Data extracted from a collection:
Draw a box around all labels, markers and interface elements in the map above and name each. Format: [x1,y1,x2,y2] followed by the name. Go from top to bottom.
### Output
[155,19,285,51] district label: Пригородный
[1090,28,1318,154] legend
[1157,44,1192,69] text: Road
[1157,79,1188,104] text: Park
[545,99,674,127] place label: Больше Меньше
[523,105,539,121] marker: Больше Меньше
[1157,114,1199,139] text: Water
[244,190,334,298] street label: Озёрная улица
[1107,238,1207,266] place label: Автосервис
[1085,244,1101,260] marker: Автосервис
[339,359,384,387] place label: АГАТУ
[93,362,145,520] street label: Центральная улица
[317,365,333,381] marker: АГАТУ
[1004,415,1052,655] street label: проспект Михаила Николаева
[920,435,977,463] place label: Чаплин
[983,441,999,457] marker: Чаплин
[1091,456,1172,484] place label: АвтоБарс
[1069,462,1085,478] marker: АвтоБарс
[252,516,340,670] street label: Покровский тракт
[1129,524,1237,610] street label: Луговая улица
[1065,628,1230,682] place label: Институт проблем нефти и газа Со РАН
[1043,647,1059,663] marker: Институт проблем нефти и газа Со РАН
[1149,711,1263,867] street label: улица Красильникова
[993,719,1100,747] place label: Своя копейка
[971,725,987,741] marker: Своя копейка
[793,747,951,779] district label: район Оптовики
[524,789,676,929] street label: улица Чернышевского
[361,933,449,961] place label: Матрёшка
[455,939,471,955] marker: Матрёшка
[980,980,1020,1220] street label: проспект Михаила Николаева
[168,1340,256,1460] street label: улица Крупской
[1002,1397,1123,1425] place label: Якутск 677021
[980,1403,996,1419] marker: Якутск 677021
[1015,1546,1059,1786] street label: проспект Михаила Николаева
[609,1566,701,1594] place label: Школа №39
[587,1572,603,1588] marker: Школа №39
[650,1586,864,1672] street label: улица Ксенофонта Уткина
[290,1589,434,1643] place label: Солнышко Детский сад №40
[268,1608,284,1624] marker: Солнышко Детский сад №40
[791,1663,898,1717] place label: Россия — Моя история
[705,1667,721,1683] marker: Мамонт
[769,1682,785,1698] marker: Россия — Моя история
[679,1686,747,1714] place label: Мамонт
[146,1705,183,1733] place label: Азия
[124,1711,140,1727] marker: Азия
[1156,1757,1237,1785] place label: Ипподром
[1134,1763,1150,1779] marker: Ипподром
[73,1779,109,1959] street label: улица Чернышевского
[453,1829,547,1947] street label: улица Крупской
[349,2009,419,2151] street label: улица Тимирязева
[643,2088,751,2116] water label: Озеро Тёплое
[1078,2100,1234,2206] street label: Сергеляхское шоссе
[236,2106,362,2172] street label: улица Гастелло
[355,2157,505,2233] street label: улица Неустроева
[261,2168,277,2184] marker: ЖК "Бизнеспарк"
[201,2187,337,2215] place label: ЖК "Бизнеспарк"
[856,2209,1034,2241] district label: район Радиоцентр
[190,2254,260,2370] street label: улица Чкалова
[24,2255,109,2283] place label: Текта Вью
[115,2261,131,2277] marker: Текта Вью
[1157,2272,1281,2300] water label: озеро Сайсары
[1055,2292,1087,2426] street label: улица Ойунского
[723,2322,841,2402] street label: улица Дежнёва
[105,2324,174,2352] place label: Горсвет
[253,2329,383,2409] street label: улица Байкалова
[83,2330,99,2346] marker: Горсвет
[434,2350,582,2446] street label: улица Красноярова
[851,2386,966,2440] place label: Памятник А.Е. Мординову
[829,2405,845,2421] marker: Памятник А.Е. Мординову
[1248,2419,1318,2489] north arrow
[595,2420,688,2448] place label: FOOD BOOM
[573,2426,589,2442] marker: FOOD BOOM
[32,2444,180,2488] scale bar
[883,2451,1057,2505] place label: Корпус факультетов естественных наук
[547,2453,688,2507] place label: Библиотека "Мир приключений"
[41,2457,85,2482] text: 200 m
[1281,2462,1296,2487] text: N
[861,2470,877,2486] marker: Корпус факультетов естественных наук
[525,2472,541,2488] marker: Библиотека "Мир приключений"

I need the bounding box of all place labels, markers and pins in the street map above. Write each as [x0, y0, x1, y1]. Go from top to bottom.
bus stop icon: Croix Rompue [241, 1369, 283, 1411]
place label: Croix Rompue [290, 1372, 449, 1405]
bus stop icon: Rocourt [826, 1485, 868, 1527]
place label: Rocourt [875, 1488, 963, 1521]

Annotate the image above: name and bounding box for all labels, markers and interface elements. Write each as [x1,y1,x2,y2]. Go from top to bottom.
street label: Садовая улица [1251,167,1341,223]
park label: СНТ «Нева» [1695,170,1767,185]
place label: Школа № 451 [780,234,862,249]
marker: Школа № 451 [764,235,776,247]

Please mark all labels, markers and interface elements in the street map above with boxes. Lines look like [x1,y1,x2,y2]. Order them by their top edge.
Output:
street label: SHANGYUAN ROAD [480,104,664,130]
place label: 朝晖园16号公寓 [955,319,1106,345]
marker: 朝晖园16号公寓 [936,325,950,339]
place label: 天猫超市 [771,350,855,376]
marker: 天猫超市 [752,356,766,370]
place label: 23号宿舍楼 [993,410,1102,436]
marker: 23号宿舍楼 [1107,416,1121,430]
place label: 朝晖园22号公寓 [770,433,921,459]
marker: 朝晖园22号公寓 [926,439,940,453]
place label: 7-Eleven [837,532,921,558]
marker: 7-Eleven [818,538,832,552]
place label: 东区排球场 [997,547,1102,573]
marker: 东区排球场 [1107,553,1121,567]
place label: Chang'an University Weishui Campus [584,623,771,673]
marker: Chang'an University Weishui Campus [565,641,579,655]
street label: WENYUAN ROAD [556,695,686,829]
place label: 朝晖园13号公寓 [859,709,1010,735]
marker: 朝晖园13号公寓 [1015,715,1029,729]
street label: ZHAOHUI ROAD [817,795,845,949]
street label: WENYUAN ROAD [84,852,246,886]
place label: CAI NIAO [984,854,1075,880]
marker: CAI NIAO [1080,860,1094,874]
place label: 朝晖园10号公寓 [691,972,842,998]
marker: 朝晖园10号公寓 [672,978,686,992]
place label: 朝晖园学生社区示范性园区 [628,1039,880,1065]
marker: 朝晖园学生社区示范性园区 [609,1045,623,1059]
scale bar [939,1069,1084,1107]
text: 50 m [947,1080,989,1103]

§ **WHAT THIS TASK INVOLVES**: From the line that contains "Please mark all" through the end of the records above, print every line exactly and nothing else.

§ **PROBLEM SOLUTION**:
Please mark all labels, markers and interface elements in the street map above with boxes. Lines look like [x1,y1,x2,y2]. Order them by their top edge.
Output:
street label: SHANGYUAN ROAD [480,104,664,130]
place label: 朝晖园16号公寓 [955,319,1106,345]
marker: 朝晖园16号公寓 [936,325,950,339]
place label: 天猫超市 [771,350,855,376]
marker: 天猫超市 [752,356,766,370]
place label: 23号宿舍楼 [993,410,1102,436]
marker: 23号宿舍楼 [1107,416,1121,430]
place label: 朝晖园22号公寓 [770,433,921,459]
marker: 朝晖园22号公寓 [926,439,940,453]
place label: 7-Eleven [837,532,921,558]
marker: 7-Eleven [818,538,832,552]
place label: 东区排球场 [997,547,1102,573]
marker: 东区排球场 [1107,553,1121,567]
place label: Chang'an University Weishui Campus [584,623,771,673]
marker: Chang'an University Weishui Campus [565,641,579,655]
street label: WENYUAN ROAD [556,695,686,829]
place label: 朝晖园13号公寓 [859,709,1010,735]
marker: 朝晖园13号公寓 [1015,715,1029,729]
street label: ZHAOHUI ROAD [817,795,845,949]
street label: WENYUAN ROAD [84,852,246,886]
place label: CAI NIAO [984,854,1075,880]
marker: CAI NIAO [1080,860,1094,874]
place label: 朝晖园10号公寓 [691,972,842,998]
marker: 朝晖园10号公寓 [672,978,686,992]
place label: 朝晖园学生社区示范性园区 [628,1039,880,1065]
marker: 朝晖园学生社区示范性园区 [609,1045,623,1059]
scale bar [939,1069,1084,1107]
text: 50 m [947,1080,989,1103]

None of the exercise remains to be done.